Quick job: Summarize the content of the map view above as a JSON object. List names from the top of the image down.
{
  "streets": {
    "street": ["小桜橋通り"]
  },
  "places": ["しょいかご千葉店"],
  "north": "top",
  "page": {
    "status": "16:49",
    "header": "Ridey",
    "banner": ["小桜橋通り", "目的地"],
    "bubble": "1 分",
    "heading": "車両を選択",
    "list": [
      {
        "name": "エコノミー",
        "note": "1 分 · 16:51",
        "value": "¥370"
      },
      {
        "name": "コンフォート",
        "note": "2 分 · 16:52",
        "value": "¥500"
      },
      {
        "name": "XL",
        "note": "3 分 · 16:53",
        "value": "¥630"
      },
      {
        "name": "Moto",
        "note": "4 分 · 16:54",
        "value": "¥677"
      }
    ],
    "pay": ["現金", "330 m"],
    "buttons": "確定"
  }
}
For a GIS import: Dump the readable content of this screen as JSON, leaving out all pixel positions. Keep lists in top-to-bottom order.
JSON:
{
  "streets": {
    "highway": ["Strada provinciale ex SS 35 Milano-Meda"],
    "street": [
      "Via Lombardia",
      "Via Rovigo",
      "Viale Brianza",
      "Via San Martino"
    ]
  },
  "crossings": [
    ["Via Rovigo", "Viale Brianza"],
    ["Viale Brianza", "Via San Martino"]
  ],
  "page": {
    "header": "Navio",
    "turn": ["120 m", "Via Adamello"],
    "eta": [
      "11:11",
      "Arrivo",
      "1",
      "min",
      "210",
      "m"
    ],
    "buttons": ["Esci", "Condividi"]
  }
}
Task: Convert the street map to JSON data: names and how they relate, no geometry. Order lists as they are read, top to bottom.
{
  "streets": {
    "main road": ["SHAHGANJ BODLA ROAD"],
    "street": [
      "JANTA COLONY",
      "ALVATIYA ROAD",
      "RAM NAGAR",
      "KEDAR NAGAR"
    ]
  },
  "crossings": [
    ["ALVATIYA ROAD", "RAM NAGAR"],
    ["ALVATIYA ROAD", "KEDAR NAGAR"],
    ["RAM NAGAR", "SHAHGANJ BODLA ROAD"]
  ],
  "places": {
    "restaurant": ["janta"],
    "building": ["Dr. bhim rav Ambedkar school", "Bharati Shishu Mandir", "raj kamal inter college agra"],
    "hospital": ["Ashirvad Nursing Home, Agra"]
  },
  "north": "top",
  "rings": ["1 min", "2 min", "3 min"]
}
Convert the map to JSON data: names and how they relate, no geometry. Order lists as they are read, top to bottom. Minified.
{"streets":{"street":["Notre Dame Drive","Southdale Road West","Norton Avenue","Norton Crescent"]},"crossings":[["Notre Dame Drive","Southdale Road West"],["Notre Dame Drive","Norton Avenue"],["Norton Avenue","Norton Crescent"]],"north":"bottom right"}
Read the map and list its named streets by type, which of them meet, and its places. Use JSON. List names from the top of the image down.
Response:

- _BRIEF_
Every record above needs to be restated exactly.

- _EXPECTED OUTPUT_
Quick job: Summarize the content of the map view above as a JSON object. List names from the top of the image down.
{
  "streets": {
    "street": ["小桜橋通り"]
  },
  "places": ["しょいかご千葉店"],
  "north": "top",
  "page": {
    "status": "16:49",
    "header": "Ridey",
    "banner": ["小桜橋通り", "目的地"],
    "bubble": "1 分",
    "heading": "車両を選択",
    "list": [
      {
        "name": "エコノミー",
        "note": "1 分 · 16:51",
        "value": "¥370"
      },
      {
        "name": "コンフォート",
        "note": "2 分 · 16:52",
        "value": "¥500"
      },
      {
        "name": "XL",
        "note": "3 分 · 16:53",
        "value": "¥630"
      },
      {
        "name": "Moto",
        "note": "4 分 · 16:54",
        "value": "¥677"
      }
    ],
    "pay": ["現金", "330 m"],
    "buttons": "確定"
  }
}
For a GIS import: Dump the readable content of this screen as JSON, leaving out all pixel positions. Keep lists in top-to-bottom order.
JSON:
{
  "streets": {
    "highway": ["Strada provinciale ex SS 35 Milano-Meda"],
    "street": [
      "Via Lombardia",
      "Via Rovigo",
      "Viale Brianza",
      "Via San Martino"
    ]
  },
  "crossings": [
    ["Via Rovigo", "Viale Brianza"],
    ["Viale Brianza", "Via San Martino"]
  ],
  "page": {
    "header": "Navio",
    "turn": ["120 m", "Via Adamello"],
    "eta": [
      "11:11",
      "Arrivo",
      "1",
      "min",
      "210",
      "m"
    ],
    "buttons": ["Esci", "Condividi"]
  }
}
Task: Convert the street map to JSON data: names and how they relate, no geometry. Order lists as they are read, top to bottom.
{
  "streets": {
    "main road": ["SHAHGANJ BODLA ROAD"],
    "street": [
      "JANTA COLONY",
      "ALVATIYA ROAD",
      "RAM NAGAR",
      "KEDAR NAGAR"
    ]
  },
  "crossings": [
    ["ALVATIYA ROAD", "RAM NAGAR"],
    ["ALVATIYA ROAD", "KEDAR NAGAR"],
    ["RAM NAGAR", "SHAHGANJ BODLA ROAD"]
  ],
  "places": {
    "restaurant": ["janta"],
    "building": ["Dr. bhim rav Ambedkar school", "Bharati Shishu Mandir", "raj kamal inter college agra"],
    "hospital": ["Ashirvad Nursing Home, Agra"]
  },
  "north": "top",
  "rings": ["1 min", "2 min", "3 min"]
}
Convert the map to JSON data: names and how they relate, no geometry. Order lists as they are read, top to bottom. Minified.
{"streets":{"street":["Notre Dame Drive","Southdale Road West","Norton Avenue","Norton Crescent"]},"crossings":[["Notre Dame Drive","Southdale Road West"],["Notre Dame Drive","Norton Avenue"],["Norton Avenue","Norton Crescent"]],"north":"bottom right"}
Read the map and list its named streets by type, which of them meet, and its places. Use JSON. List names from the top of the image down.
Response:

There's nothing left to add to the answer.